[Serious] If Germans wished death upon Hitler as he was rising to power, would they have been in the wrong?
Okay, Godwin.
For me, and I recognize that it's just me, this fails on a pragmatic, legal, moral and philosophical basis:
- at that point he hadn't actually implemented any of his more odious ideas, and was merely a political rival;
- at that point he had not actually been charged with any crime, nor found guilty of any crime for which his death could have been justified, so this is basically implementing the death penalty with no due process;
- I'm anti-death penalty to begin with, so I don't think it's just for any human to take another's life with premediation. Convictions are only good when they're difficult to implement, so this is one such case;
- one would have to know why one is advocating for his death, but this sort of makes my point: if you're presumably killing him because he was wrong to commit genocide, that to me is potentially hypocritical.

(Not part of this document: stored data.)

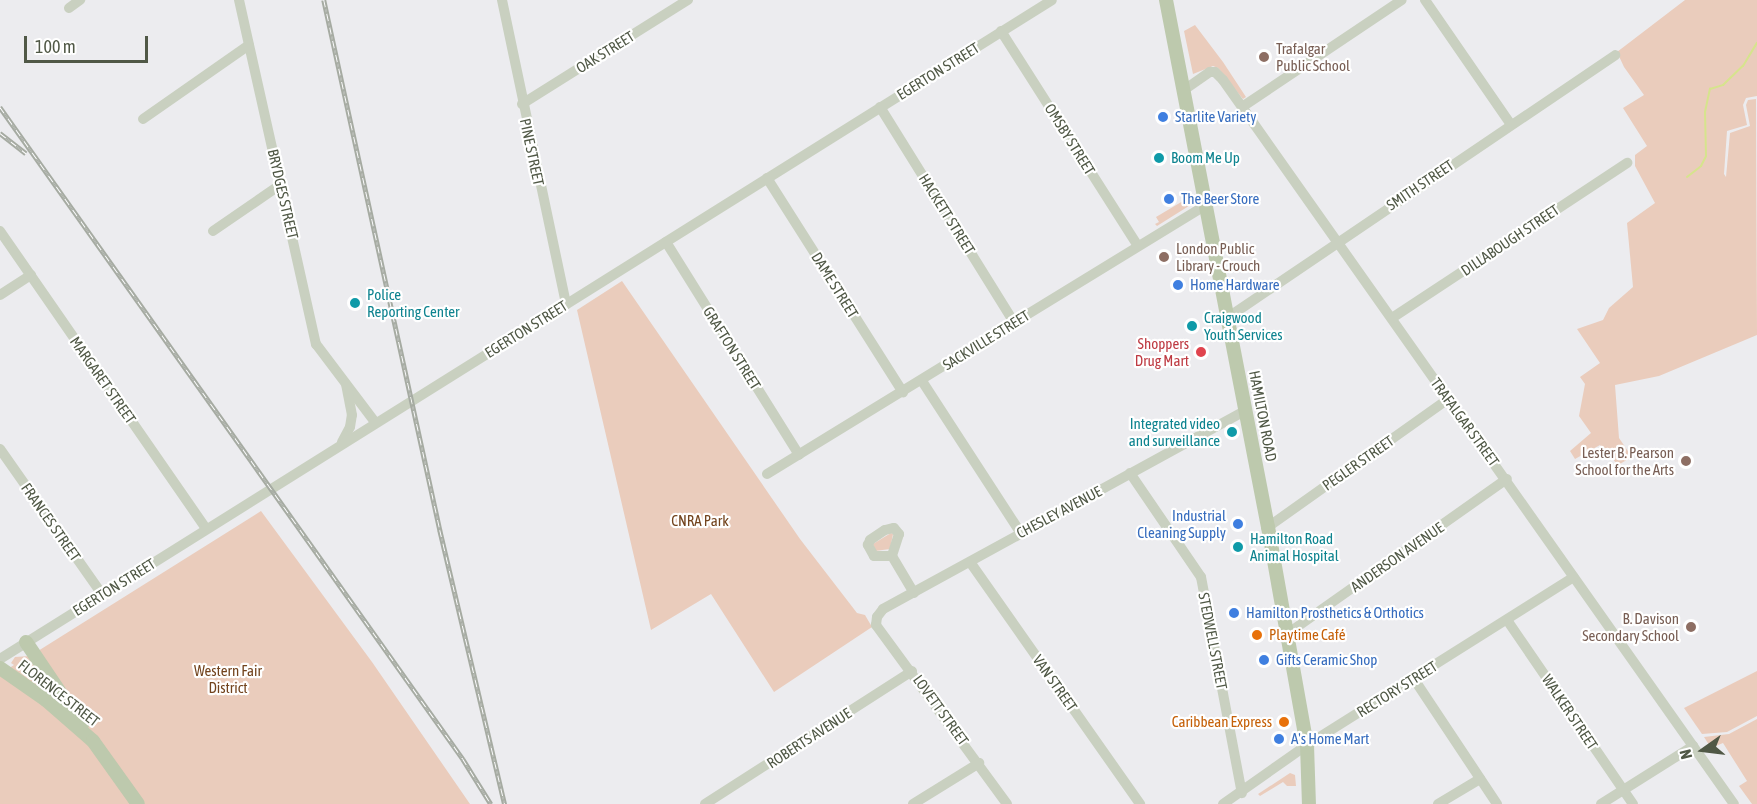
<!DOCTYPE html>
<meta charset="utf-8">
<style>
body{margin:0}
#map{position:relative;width:1757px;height:804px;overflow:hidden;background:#ececef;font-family:"Asap Condensed",sans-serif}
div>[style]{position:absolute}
.green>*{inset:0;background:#eaccbc}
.stream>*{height:2px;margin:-1px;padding:0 1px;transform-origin:1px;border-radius:1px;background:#d6e48d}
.minor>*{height:10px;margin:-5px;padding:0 5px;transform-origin:5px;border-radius:5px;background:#c9d0c0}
.major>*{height:14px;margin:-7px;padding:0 7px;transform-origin:7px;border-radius:7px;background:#bdc9ad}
.rail>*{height:4.5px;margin-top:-2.25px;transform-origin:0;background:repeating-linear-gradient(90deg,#fff 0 7px,#a6aba2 0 14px);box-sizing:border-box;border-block:2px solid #a6aba2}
.dots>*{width:16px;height:16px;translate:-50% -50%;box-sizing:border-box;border:3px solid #fff;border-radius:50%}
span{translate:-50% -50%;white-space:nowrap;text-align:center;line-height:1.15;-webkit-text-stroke:4.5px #fff;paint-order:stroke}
.education-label{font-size:15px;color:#785e54}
.left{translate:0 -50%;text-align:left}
.right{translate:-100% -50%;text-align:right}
.street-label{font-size:15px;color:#505846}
.shop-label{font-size:15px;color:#366cbe}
.culture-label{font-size:15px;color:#0d838f}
.health-label{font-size:15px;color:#be3a42}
.park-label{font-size:15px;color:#72431d}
.food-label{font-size:15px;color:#c56008}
.north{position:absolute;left:1673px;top:720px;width:60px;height:60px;-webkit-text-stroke:4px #fff;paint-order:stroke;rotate:256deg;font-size:16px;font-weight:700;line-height:24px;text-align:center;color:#505846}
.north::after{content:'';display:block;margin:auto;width:21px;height:27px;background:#505846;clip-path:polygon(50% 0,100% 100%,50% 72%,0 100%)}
.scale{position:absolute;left:24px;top:36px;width:124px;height:27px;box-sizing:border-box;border:3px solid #505846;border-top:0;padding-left:8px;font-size:18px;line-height:21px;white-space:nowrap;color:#505846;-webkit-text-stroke:4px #fff;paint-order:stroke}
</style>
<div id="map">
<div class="green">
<div style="clip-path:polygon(1685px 0,1757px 0,1757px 96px,1746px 98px,1743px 105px,1747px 125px,1727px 131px,1724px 174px,1726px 177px,1730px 133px,1750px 126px,1746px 105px,1748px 100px,1756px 99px,1757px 335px,1659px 376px,1615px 385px,1619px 438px,1632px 457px,1618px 465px,1600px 445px,1575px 459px,1570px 451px,1591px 433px,1579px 416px,1585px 384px,1580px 377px,1600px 363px,1577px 329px,1603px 320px,1609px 308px,1633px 287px,1627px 223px,1655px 203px,1635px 166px,1635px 155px,1647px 146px,1623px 108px,1644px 95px,1624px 67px,1617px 52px)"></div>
<div style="clip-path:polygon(1195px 25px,1223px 62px,1246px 97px,1243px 99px,1218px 68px,1213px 66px,1193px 74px,1184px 31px)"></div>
<div style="clip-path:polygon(1188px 198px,1192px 204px,1157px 226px,1155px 224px,1159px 222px,1156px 217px)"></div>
<div style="clip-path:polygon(622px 281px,800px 539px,857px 613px,865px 615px,872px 627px,774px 692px,711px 594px,651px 630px,577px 310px)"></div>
<div style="clip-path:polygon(261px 511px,372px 662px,470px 804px,0 804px,0 674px,14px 665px,11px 663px,15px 657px,30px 656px)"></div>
<div style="clip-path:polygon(891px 533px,893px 534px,890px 549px,875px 551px,873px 544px)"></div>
<div style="clip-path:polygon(1757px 671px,1757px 716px,1727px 732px,1702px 734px,1684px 708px)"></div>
<div style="clip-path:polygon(1757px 719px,1757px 804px,1752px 804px,1739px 786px,1747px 781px,1723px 743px,1711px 748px,1704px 737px,1729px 734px)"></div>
<div style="clip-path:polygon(1290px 773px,1295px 775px,1296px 786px,1287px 786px,1283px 782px,1260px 796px,1258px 794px)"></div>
</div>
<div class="stream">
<div style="left:1687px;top:177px;width:18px;rotate:-38deg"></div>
<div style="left:1701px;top:166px;width:11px;rotate:-63deg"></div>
<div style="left:1706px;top:156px;width:44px;rotate:-91.3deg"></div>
<div style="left:1705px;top:112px;width:24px;rotate:-78deg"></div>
<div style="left:1710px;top:89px;width:14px;rotate:-17deg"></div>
<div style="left:1723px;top:85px;width:28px;rotate:-44deg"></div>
<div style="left:1743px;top:66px;width:27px;rotate:-59deg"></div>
</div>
<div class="minor">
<div style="left:239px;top:0;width:353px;rotate:77.4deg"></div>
<div style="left:316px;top:344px;width:98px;rotate:52.9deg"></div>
<div style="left:502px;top:0;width:311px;rotate:78.1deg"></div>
<div style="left:1425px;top:0;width:150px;rotate:55.4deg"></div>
<div style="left:69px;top:8px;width:14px;rotate:-36deg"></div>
<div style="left:1001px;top:31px;width:255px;rotate:57.5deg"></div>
<div style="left:1184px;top:90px;width:32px;rotate:-35deg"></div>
<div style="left:1210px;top:72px;width:5px"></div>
<div style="left:1215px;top:72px;width:11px;rotate:45deg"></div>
<div style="left:1223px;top:80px;width:886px;rotate:54.79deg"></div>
<div style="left:522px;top:104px;width:196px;rotate:-32.1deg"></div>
<div style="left:880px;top:107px;width:253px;rotate:58.1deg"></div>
<div style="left:1242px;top:107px;width:192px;rotate:-33.8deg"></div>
<div style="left:143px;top:119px;width:129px;rotate:-34.9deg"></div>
<div style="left:767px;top:178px;width:254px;rotate:57.6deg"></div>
<div style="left:0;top:231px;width:361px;rotate:55.3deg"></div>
<div style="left:213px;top:231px;width:81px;rotate:-34.5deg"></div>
<div style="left:666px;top:242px;width:251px;rotate:58deg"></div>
<div style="left:0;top:295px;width:37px;rotate:-33deg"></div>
<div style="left:1227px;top:318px;width:469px;rotate:-34.1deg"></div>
<div style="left:1392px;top:318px;width:282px;rotate:-33.4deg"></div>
<div style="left:922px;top:381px;width:180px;rotate:57deg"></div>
<div style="left:342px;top:442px;width:17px;rotate:-62deg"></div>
<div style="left:350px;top:427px;width:12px;rotate:-81deg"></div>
<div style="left:352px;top:415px;width:31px;rotate:-101deg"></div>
<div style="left:0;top:449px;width:177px;rotate:54.9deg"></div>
<div style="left:1130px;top:473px;width:126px;rotate:55.7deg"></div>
<div style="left:1201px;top:577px;width:220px;rotate:79.3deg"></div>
<div style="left:767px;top:474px;width:515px;rotate:-31.5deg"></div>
<div style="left:1268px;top:527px;width:221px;rotate:-35.4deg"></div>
<div style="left:892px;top:556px;width:18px;rotate:180deg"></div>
<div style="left:874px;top:556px;width:13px;rotate:-119deg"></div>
<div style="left:868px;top:545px;width:5px;rotate:-68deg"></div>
<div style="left:870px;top:540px;width:18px;rotate:-34deg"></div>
<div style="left:885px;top:530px;width:9px;rotate:-13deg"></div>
<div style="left:894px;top:528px;width:8px;rotate:50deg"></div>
<div style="left:899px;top:534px;width:23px;rotate:108deg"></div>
<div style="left:892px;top:556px;width:43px;rotate:59.3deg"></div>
<div style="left:970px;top:562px;width:296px;rotate:54.9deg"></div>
<div style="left:1507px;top:620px;width:223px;rotate:55.6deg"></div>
<div style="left:1287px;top:634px;width:269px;rotate:-35.2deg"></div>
<div style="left:0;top:659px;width:1241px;rotate:-32.06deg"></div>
<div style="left:1414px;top:679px;width:150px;rotate:56.4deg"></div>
<div style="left:705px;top:804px;width:246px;rotate:-32.7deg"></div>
<div style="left:913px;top:804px;width:78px;rotate:-31.8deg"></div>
<div style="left:1007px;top:804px;width:222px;rotate:-126.2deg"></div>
<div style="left:876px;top:625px;width:8px;rotate:-83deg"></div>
<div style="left:877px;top:617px;width:10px;rotate:-53deg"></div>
<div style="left:883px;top:609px;width:413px;rotate:-28.7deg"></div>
<div style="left:1223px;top:804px;width:103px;rotate:-35.1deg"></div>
<div style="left:1307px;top:745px;width:315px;rotate:-32.2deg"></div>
<div style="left:1438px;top:804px;width:49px;rotate:-30.8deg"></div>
<div style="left:1601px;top:804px;width:109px;rotate:-32.2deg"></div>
</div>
<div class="major">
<div style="left:1166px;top:0;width:537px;rotate:79.05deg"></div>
<div style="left:1268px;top:527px;width:221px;rotate:79.9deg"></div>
<div style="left:1307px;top:745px;width:59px;rotate:88.1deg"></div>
<div style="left:26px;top:642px;width:100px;rotate:56deg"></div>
<div style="left:0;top:668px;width:56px;rotate:34.8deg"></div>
<div style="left:46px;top:700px;width:62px;rotate:41.1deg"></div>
<div style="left:93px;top:741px;width:77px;rotate:54.5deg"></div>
</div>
<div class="rail">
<div style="left:324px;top:0;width:543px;rotate:77.65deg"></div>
<div style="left:440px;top:530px;width:282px;rotate:76.7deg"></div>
<div style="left:0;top:107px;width:800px;rotate:54.62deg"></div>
<div style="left:463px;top:759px;width:53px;rotate:58.1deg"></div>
<div style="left:0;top:133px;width:33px;rotate:38deg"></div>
</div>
<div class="dots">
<div style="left:1264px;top:57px;background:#8d6e63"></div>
<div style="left:1163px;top:117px;background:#3f7fe0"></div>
<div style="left:1159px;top:158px;background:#0f9aa8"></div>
<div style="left:1169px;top:199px;background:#3f7fe0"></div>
<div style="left:1164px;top:257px;background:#8d6e63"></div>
<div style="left:1178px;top:285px;background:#3f7fe0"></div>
<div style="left:355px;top:303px;background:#0f9aa8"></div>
<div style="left:1192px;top:326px;background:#0f9aa8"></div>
<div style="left:1201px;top:352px;background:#e0444e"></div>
<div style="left:1232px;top:432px;background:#0f9aa8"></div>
<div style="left:1686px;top:461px;background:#8d6e63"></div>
<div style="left:1238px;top:524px;background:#3f7fe0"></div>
<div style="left:1238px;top:547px;background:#0f9aa8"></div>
<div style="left:1234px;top:613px;background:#3f7fe0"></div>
<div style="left:1691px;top:627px;background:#8d6e63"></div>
<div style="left:1257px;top:635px;background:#e8710a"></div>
<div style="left:1264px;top:660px;background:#3f7fe0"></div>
<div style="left:1284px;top:722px;background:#e8710a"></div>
<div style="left:1279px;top:739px;background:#3f7fe0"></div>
</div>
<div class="education-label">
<span class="left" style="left:1276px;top:57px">Trafalgar<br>Public School</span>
<span class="left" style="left:1176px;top:257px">London Public<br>Library - Crouch</span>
<span class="right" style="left:1674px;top:461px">Lester B. Pearson<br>School for the Arts</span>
<span class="right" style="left:1679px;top:627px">B. Davison<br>Secondary School</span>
</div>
<div class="street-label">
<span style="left:605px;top:52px;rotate:-32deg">OAK STREET</span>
<span style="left:938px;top:71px;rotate:-32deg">EGERTON STREET</span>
<span style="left:1070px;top:139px;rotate:58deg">OMSBY STREET</span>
<span style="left:532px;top:152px;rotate:78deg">PINE STREET</span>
<span style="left:1420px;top:185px;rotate:-34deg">SMITH STREET</span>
<span style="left:283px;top:194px;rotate:77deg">BRYDGES STREET</span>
<span style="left:947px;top:214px;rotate:58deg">HACKETT STREET</span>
<span style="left:1510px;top:240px;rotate:-34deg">DILLABOUGH STREET</span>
<span style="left:835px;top:285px;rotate:58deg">DAME STREET</span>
<span style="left:526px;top:329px;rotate:-32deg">EGERTON STREET</span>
<span style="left:986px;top:340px;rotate:-32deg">SACKVILLE STREET</span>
<span style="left:732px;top:348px;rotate:58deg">GRAFTON STREET</span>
<span style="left:103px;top:380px;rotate:55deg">MARGARET STREET</span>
<span style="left:1263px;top:416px;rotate:79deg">HAMILTON ROAD</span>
<span style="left:1465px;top:422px;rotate:54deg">TRAFALGAR STREET</span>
<span style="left:1358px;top:463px;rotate:-35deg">PEGLER STREET</span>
<span style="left:1059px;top:512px;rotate:-28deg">CHESLEY AVENUE</span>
<span style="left:51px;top:522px;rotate:55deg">FRANCES STREET</span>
<span style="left:1397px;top:557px;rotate:-35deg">ANDERSON AVENUE</span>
<span style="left:114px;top:587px;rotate:-32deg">EGERTON STREET</span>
<span style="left:1213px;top:641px;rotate:79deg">STEDWELL STREET</span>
<span style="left:1055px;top:683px;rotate:55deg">VAN STREET</span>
<span style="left:1397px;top:689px;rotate:-32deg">RECTORY STREET</span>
<span style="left:59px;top:693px;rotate:38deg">FLORENCE STREET</span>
<span style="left:941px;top:710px;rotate:54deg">LOVETT STREET</span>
<span style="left:1570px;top:712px;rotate:56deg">WALKER STREET</span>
<span style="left:809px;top:738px;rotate:-33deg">ROBERTS AVENUE</span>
</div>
<div class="shop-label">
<span class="left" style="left:1175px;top:117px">Starlite Variety</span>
<span class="left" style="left:1181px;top:199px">The Beer Store</span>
<span class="left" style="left:1190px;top:285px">Home Hardware</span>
<span class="right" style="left:1226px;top:524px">Industrial<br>Cleaning Supply</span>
<span class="left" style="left:1246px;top:613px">Hamilton Prosthetics &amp; Orthotics</span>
<span class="left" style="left:1276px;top:660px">Gifts Ceramic Shop</span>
<span class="left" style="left:1291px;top:739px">A's Home Mart</span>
</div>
<div class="culture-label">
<span class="left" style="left:1171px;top:158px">Boom Me Up</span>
<span class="left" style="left:367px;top:303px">Police<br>Reporting Center</span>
<span class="left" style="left:1204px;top:326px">Craigwood<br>Youth Services</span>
<span class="right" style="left:1220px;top:432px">Integrated video<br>and surveillance</span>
<span class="left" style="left:1250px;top:547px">Hamilton Road<br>Animal Hospital</span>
</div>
<div class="health-label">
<span class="right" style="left:1189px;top:352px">Shoppers<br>Drug Mart</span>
</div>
<div class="park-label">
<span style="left:700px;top:521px">CNRA Park</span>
<span style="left:228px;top:679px">Western Fair<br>District</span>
</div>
<div class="food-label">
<span class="left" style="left:1269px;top:635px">Playtime Café</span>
<span class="right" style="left:1272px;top:722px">Caribbean Express</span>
</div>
<div class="north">N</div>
<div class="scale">100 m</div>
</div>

Really, the only basis to justify killing him would be an alternate philosophical one; that is, regardless of the moral aspect, if you could take ONE life and in so doing save 50 to 60M*, then I guess it's math that has to be done. I can't in good conscience apply that to a current politician here, even Trump. The causation is not proximate enough.
* A rough approximation of the European theater deaths - military and civilian - from WWII, a war assumed to be largely started by Hitler for purposes of this discussion.